> _WORK REQUIRED_
Keep each line of the material that includes "list", and leave out the rest.

DATA FOR ANALYSIS below:

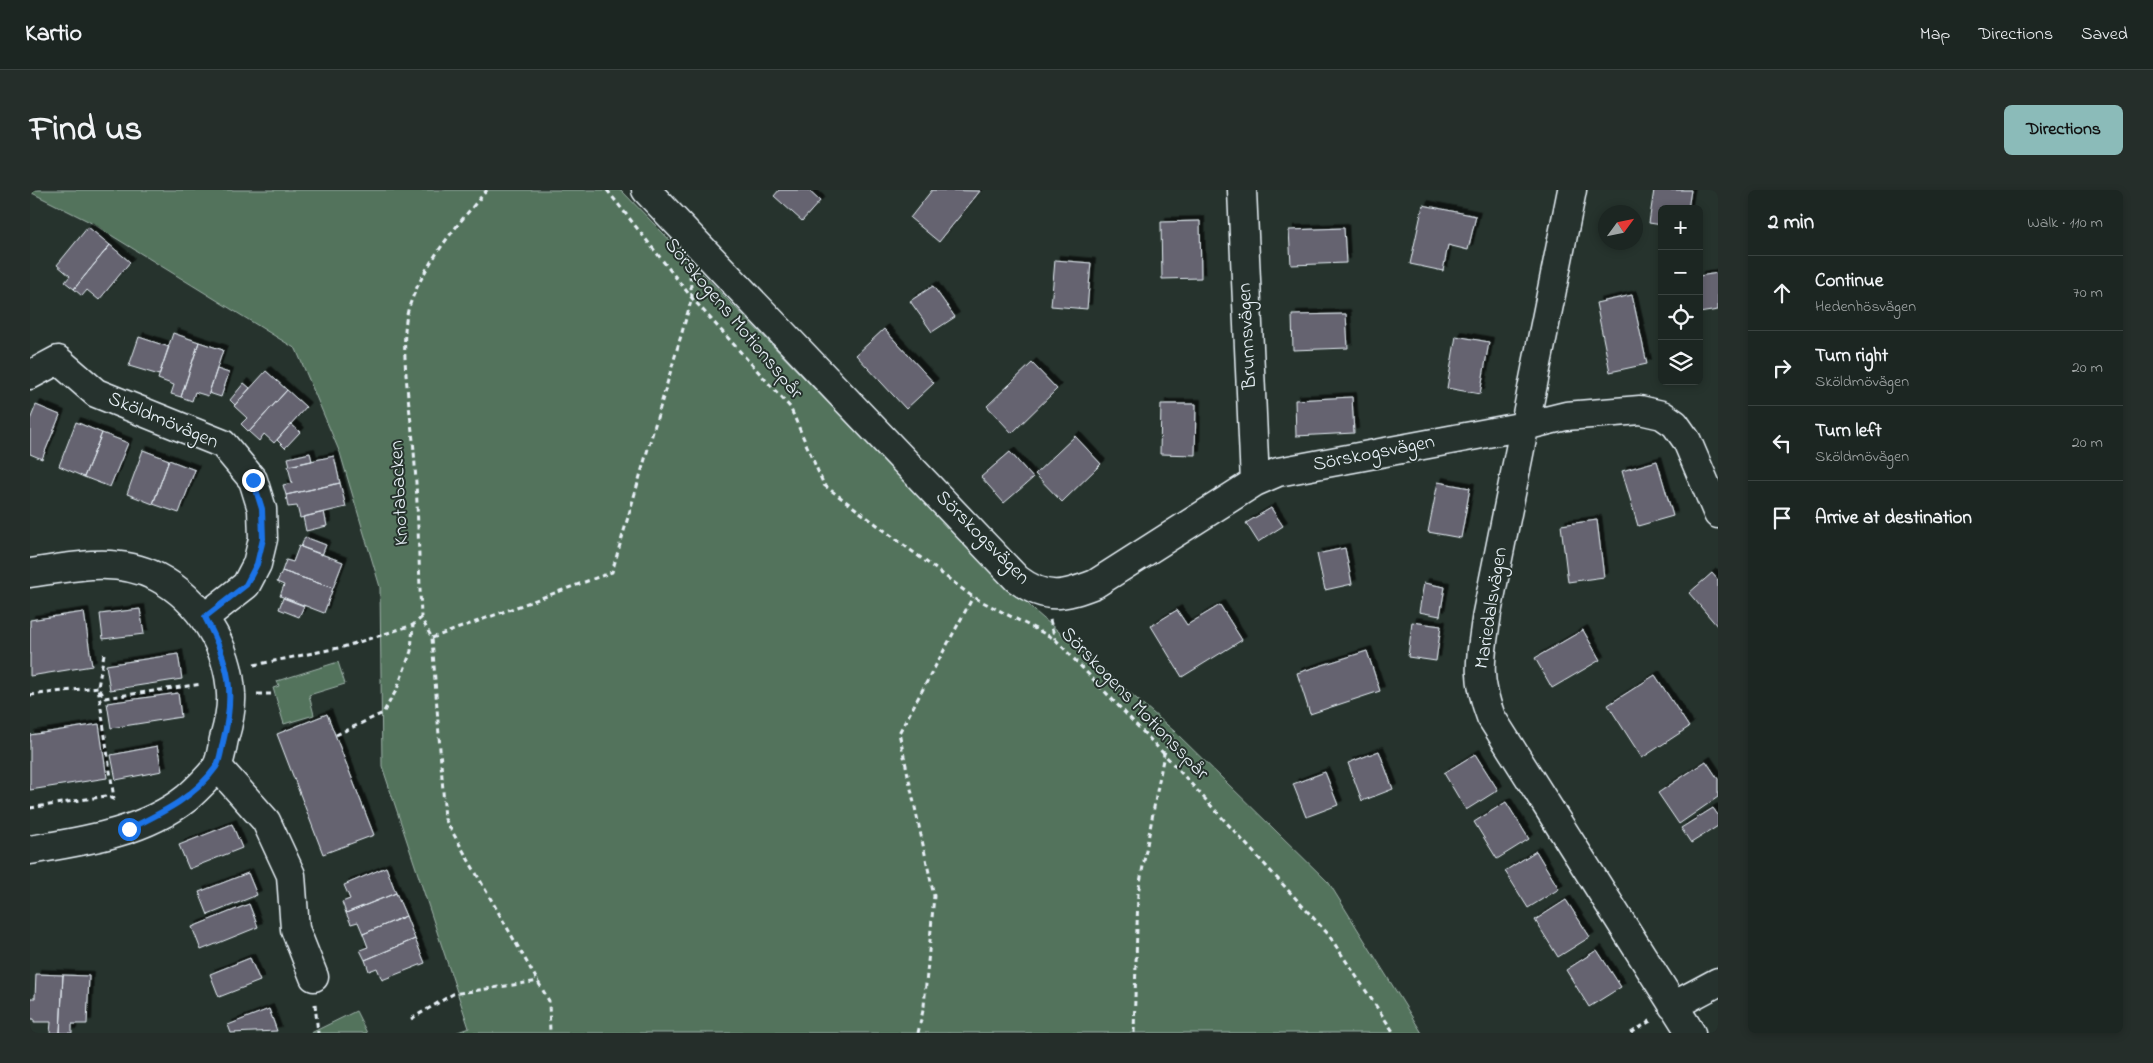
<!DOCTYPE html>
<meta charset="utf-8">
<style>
body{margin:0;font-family:"Indie Flower",sans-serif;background:#252e2a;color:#f1f3f6}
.controls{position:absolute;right:15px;top:15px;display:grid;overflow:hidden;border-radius:8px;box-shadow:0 2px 8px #0003}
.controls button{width:45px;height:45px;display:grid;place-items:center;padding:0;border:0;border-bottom:1px solid #3a4340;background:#1c2622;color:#f1f3f6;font:25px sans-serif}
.compass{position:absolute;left:1568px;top:15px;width:45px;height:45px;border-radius:50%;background:#1c2622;box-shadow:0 2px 8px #0003;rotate:57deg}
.stop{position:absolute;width:15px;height:15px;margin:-11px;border:4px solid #1a73e8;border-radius:50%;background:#fff}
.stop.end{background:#1a73e8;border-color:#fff;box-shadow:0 1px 5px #0008}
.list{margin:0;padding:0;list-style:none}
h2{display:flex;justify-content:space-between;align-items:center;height:65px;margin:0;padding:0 20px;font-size:21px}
h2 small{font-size:16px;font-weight:400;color:#a0a5a5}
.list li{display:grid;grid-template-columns:32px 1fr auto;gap:15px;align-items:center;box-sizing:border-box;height:75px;padding:0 20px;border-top:1px solid #3a4340}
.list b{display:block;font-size:19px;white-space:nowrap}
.list p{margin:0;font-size:16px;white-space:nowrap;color:#a0a5a5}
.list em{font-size:16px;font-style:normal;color:#a0a5a5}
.icon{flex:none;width:28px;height:28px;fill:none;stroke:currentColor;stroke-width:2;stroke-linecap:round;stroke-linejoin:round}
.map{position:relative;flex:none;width:1688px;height:843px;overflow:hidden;border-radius:8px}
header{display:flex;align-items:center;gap:30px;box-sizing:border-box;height:70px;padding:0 25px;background:#1c2622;border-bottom:1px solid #3a4340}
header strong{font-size:24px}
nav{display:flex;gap:28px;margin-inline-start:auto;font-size:18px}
.intro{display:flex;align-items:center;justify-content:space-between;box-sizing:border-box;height:120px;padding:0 30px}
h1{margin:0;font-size:35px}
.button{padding:12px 22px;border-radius:8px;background:#8bbbb9;color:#111;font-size:18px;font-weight:700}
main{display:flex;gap:30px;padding:0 30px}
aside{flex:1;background:#1c2622;border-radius:8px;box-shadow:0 2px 8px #0003}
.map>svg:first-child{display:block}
</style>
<header>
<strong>Kartio</strong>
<nav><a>Map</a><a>Directions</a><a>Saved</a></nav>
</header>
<div class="intro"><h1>Find us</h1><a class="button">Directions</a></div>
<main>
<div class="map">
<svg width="1688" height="843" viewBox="0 0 1688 843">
<defs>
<filter id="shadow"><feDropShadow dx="4.5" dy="-4.5" stdDeviation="0" flood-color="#0009"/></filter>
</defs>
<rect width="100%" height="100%" fill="#26332d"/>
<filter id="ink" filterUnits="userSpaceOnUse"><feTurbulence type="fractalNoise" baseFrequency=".02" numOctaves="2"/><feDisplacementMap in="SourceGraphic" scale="10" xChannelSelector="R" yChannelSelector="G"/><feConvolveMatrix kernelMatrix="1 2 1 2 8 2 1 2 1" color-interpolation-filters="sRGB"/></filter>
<g filter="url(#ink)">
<path fill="#53735c" stroke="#9eb2aa" d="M0 0H591L851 267 1006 422 1144 541 1299 693 1392 843H425L439 838 352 576 350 397 310 263 266 159 58 31 0 2Z
M308 472 315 494 279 505 284 525 254 534 243 498 249 496 247 491Z
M326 821 337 843H281Z"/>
<path fill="#656370" stroke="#e8f1f8" filter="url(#shadow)" d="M749 0H778L790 11 772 31 744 6Z
M902 0 950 1 909 52 880 28Z
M1624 0H1661L1658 19H1632V35L1619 33Z
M1393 15 1446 26 1438 60 1418 55 1413 81 1380 74Z
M1170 31 1171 88 1132 89 1131 32Z
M58 37 80 55 44 99 35 92 40 86 27 75Z
M1314 38 1316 73 1261 75 1259 40Z
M80 55 100 72 69 110 57 100 52 106 44 99Z
M1025 70 1061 73 1057 119 1021 116Z
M1688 83V120L1669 123V86Z
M903 96 925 127 902 142 880 111Z
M1602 105 1617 174 1580 182 1566 113Z
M1316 124 1318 158 1263 160 1262 125Z
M854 139 904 193 876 219 826 165Z
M143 143 169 152 151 207 141 204 144 195 128 189Z
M1426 146 1459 152 1450 204 1417 198Z
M109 147 139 157 129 185 99 176Z
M169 152 193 160 178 206 165 202 162 211 151 207Z
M1002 173 1027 199 982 243 957 216Z
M187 179 199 183 191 207 179 203Z
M236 181 257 200 219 242 211 234 217 228 204 216Z
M214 193 220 198 205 215 200 210Z
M257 200 276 217 244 253 234 244 229 251 219 242Z
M1322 207 1324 243 1266 246 1265 210Z
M1131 214H1166L1165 265 1130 264Z
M6 215 30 225 12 269 0 264V230Z
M46 232 72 243 54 287 29 276Z
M261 234 270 242 255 258 247 250Z
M72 243 98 253 80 297 54 287Z
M1045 246 1071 274 1032 312 1005 284Z
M113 260 139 270 123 314 97 304Z
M980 262 1003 288 974 313 951 287Z
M280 263 282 271 260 276 258 268Z
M304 266 310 293 256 305 253 295 262 293 258 276Z
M139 270 165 280 149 323 123 314Z
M1627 271 1643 326 1608 336 1592 281Z
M1408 292 1440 298 1431 348 1398 342Z
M310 293 316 317 270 328 267 316 258 317 256 305Z
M1241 318 1253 336 1228 352 1216 333Z
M294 322 297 336 276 341 273 327Z
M1567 330 1574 387 1538 392 1531 335Z
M275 347 296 355 292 365 271 357Z
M269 356 313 372 303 398 252 381 256 370 263 372Z
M1315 358 1322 394 1295 400 1287 364Z
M252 381 303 398 294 423 250 406 254 395 247 392Z
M1682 383 1688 390V437L1659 403Z
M1394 393 1415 397 1410 426 1389 422Z
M253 408 274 416 269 427 249 419Z
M1190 415 1212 450 1152 487 1121 436 1147 420 1157 435Z
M110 419 114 444 73 449 70 424Z
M54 422 62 476 0 486V430Z
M1382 432 1411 436 1406 471 1378 467Z
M1553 440 1570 470 1522 498 1505 468Z
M1337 461 1350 501 1280 524 1267 483Z
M148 464 152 489 80 500 76 475Z
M1625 485 1659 537 1612 568 1578 515Z
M148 503 151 527 81 538 77 513Z
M297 524 344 645 293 664 247 544Z
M69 534 77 588 0 600V545Z
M127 556 132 581 86 590 81 565Z
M1349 561 1363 599 1332 611 1318 573Z
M1445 564 1468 600 1436 620 1414 583Z
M1676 571 1688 589V607L1649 634 1628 603Z
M1295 582 1308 615 1276 627 1263 594Z
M1476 612 1499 649 1467 669 1444 632Z
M1683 618 1688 625V636L1661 653 1651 638Z
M202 634 212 658 159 679 149 655Z
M1506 661 1529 699 1498 718 1475 681Z
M356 677 366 703 316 723 312 712 320 709 314 695Z
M218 683 227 705 178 725 169 702Z
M366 703 376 726 333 744 328 732 321 734 316 723Z
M1536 710 1560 747 1528 767 1505 730Z
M219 714 228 737 171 760 162 737Z
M376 726 385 749 335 770 330 760 338 757 333 744Z
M385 749 395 773 352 790 347 778 339 781 335 770Z
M1567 760 1591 797 1559 817 1536 780Z
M220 768 230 791 189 807 180 784Z
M6 784 33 785 30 843H20L21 832H4V829H0V808H5Z
M33 785 59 786 57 834H42V843H30Z
M239 819 247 841 201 843 198 835Z"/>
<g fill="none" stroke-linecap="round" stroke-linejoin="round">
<g stroke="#e8f1f8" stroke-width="31">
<path id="minor" d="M616 0 987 389C1016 411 1034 406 1065 394L1225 292 1248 282 1495 236 1536 226 1610 220 1632 225 1645 234 1657 251 1688 324
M1212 0 1225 292
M1542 0 1457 423C1451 466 1445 485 1461 527L1661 843
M0 185 28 170 66 203 193 254 223 290 232 319 233 349 227 374 216 395 175 427
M0 383C42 377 86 366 127 387 169 409 199 456 201 504 202 518 198 535 194 549 192 557 191 570 186 578 178 588 167 599 157 608 113 643 53 651 0 660
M187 576 236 631 261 685 265 739 284 787
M1643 816 1688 792"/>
</g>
<path stroke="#e8f1f8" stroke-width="3" stroke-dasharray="5 4" stroke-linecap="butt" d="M457 0C427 35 394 73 379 117 368 150 381 224 384 261 388 316 389 373 391 428L402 448 415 629 519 811 520 843
M577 0 662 108 760 217 794 295 943 407 1025 449 1134 564 1298 744 1364 843
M1020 430 1025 449
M402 448 582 382 662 108 660 86
M74 464 68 497 84 609
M224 475 313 457 383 435 391 428
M227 504H244
M0 505 68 497 75 508 172 494
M306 545 353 523 367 499 381 461 383 435
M0 618 76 606 85 610
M285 814 288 843
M381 829 423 804 509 791
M888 843 894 816 904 706 869 543 943 407
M1104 843 1108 703 1134 564 1144 541
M1601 843 1622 830"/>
<use href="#minor" stroke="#26332d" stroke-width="28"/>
</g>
</g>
<g fill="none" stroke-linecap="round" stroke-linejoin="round" filter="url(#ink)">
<path stroke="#1a73e8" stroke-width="6" d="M99 639C131 623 164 608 186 577 190 571 191 560 193 552 206 501 199 473 175 427L216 395 227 374 233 349 232 319 223 290"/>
</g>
<g text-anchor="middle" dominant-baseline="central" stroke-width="4" stroke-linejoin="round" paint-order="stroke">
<g font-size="20" fill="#e8f1f8" stroke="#26332d">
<text transform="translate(703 129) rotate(50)">Sörskogens Motionsspår</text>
<text transform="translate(1218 146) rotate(-93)">Brunnsvägen</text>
<text transform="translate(133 231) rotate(23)">Sköldmövägen</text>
<text transform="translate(1344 264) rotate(-11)">Sörskogsvägen</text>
<text transform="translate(370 303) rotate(-93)">Knotabacken</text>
<text transform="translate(952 348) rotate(45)">Sörskogsvägen</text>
<text transform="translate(1462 418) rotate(-81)">Mariedalsvägen</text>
<text transform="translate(1104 514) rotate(46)">Sörskogens Motionsspår</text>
</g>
</g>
</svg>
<div class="controls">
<button>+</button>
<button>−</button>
<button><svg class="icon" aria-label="locate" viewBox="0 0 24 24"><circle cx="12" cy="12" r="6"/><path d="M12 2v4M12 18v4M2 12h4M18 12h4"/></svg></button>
<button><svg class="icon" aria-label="layers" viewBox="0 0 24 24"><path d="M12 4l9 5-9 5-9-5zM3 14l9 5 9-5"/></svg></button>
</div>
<svg class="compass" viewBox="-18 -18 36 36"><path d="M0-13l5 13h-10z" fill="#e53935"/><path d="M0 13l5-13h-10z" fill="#a0a5a5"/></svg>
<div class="stop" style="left:99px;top:639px"></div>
<div class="stop end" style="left:223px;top:290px"></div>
</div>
<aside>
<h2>2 min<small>Walk · 110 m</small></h2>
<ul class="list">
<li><svg class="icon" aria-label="ahead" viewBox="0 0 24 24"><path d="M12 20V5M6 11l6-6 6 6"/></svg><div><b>Continue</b><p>Hedenhösvägen</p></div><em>70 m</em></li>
<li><svg class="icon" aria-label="right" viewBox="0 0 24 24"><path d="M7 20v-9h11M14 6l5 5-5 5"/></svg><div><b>Turn right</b><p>Sköldmövägen</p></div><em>20 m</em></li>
<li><svg class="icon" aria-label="left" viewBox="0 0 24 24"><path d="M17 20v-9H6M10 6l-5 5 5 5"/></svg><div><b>Turn left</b><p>Sköldmövägen</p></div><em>20 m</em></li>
<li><svg class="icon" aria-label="arrive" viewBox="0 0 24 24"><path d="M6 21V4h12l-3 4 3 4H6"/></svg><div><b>Arrive at destination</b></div></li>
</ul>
</aside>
</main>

End of DATA FOR ANALYSIS.

> _SOLUTION FOR THIS EXERCISE_
.list{margin:0;padding:0;list-style:none}
.list li{display:grid;grid-template-columns:32px 1fr auto;gap:15px;align-items:center;box-sizing:border-box;height:75px;padding:0 20px;border-top:1px solid #3a4340}
.list b{display:block;font-size:19px;white-space:nowrap}
.list p{margin:0;font-size:16px;white-space:nowrap;color:#a0a5a5}
.list em{font-size:16px;font-style:normal;color:#a0a5a5}
<ul class="list">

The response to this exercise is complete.